Cambrian Heather Slate
Cambrian Sage Slate
Blaenau Grey Slate
Blaenau Ochre Slate
Plas Brereton Red
Cote d’Azure Violet from Kremer Pigments
A Colour A Day; Week 48. 15-21 February
Jo Volley writes…
This week are colours are seven earths generously gifted to me by their makers and accompany George Szirtes’ wonderful poem Soil.
‘Soil takes place in England on a train journey. I was taking a ride I think from London up to Yorkshire and I looked out at the soil, the earth and I thought I recognise that colour – where does that colour come from? And what does it mean to me? It seemed to be saying something, it seemed to be saying something and it brought to my mind the subject of belonging – to the soil, or to that soil.’ George Szirtes
What colour would you call that? That brown
which is not precisely the colour of excrement
The depth has you hooked. Has it a scent
of its own, a peculiar adhesiveness? Is it weighed,
by its own weight? It creeps under you skin
Like a landscape that’s a mood, or a thought
and suddenly a dull music has begun. You’re caught
by your heels in that grudging lyrical earth,
scraped and scratched, and there is nowhere to go
but home, which is nowhere to be found
is here, unlost, solid, the very ground
on which you stand
but cannot visit
From The Budapest File (Bloodaxe, 2000) George Szirtes 2000; used by permission of the owner. Click to listen to George reading Soil.
Colours read from top to bottom on W&N watercolour paper:
Christine Chua’s Singapore Ochre
Chalybeate – Cohen’s Fields Fountain JV/2020
Gail Lamarche’s Arizona Red
Penelope Kupfer’s Waterfall Red – Brazil 2019/20
Penelope Kupfer’s Roadside Red – Brazil 2019/20
Hampstead Heath no.6 JV/2020
Onya McCausland’s Six Bells Burnt Ochre (oil paint)

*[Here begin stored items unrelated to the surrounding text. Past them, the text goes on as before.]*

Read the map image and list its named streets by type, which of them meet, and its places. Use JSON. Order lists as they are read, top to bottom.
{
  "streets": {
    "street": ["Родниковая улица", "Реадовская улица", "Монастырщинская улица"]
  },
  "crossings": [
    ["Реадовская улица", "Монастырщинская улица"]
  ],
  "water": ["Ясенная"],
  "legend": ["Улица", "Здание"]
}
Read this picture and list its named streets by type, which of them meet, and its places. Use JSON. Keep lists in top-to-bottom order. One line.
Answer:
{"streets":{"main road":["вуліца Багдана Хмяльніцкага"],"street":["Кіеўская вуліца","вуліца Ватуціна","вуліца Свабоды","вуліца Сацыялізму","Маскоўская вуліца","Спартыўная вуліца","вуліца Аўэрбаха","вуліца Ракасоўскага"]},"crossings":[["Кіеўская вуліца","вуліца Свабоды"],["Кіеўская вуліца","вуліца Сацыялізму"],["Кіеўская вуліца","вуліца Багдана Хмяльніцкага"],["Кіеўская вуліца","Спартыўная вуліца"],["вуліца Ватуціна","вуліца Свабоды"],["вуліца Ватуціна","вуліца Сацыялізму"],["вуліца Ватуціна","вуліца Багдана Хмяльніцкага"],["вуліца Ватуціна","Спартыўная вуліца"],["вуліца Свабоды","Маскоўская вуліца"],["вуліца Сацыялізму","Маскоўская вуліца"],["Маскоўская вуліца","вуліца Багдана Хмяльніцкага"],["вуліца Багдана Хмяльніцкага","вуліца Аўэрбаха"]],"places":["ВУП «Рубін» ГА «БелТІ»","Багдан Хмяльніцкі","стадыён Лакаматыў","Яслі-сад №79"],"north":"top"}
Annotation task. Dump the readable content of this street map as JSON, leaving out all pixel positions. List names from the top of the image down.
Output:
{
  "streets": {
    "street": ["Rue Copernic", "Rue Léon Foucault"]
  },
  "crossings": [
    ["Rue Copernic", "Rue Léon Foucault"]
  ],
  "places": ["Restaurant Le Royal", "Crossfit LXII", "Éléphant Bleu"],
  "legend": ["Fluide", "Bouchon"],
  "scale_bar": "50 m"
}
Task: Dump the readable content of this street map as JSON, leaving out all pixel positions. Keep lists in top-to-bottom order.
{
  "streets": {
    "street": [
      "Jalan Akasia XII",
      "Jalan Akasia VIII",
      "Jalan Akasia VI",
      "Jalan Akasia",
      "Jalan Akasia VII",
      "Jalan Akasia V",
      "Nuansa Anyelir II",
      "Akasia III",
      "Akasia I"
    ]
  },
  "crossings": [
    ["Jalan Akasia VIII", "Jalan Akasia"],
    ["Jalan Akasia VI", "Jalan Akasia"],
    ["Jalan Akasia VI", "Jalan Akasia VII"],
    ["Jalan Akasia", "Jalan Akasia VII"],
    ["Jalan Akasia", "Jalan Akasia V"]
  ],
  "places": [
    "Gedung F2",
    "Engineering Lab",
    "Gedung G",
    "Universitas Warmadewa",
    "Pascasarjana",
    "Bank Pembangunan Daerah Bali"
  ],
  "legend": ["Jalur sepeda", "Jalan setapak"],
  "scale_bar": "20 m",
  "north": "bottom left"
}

Chalybeate Fountain, Cohen’s Fields, Hampstead Heath
A Colour A Day: Week 47 8th – 14th February
Jo Volley writes…
This week’s colours accompany this beautiful poem by artist and poet Sharon Morris.
The purpose of blue
But it’s the colours I miss, don’t you see?
the lapis sky and fair cerulean blue
of ocean, the precise shivering hue
of your laugh on a bright day, so clear.
Whatever the light, lavender appears
to shave blue from grey, the way I knew you.
I’m dead-heading the daisy – though it’s futile –
sweeping leaves and weeding ‘volunteers’.
My eyes close – the way whales slip from view
between the waves – I have to let you go.
I still wear that specific shade of turquoise –
you looking out at the Pacific Ocean –
the way blue sky screens emptiness, its purpose
forgetting or holding on. Is this beauty?
The purpose of blue is from a set of sonnets, some of which were published in the anthology Tying the Song, Enitharmon Press, 2000. Sharon is also a Professor of Fine Art, Slade Deputy Director (Academic) and Head of the PhD Programme.
Colours read from left to right on W&N watercolour paper.
Methyl Violet pigment bound in gum Arabic
Cerulean Blue pigment bound in gum Arabic
Dumont’s Blue W&N watercolour
Vivianite pigment bound in gum Arabic
Oregon Blue (Yin mIn Blue), Derivan, Matisse Range*
Monastral Blue pigment bound in gum Arabic
Bronze Blue pigment bound in gum Arabic
*I first became aware of Yin MIn Blue in the summer of 2016 and wrote to the manufacturers requesting a sample for the Slade Material Research Project Pigment Collection but without luck. I then discovered a paint manufacturer in Australia, Derivan, were advertising it in their Matisse range as Oregon Blue and wrote a similar email asking for a donation. This is response from Steven Patterson, Derivan’s Chief Executive Officer that summer.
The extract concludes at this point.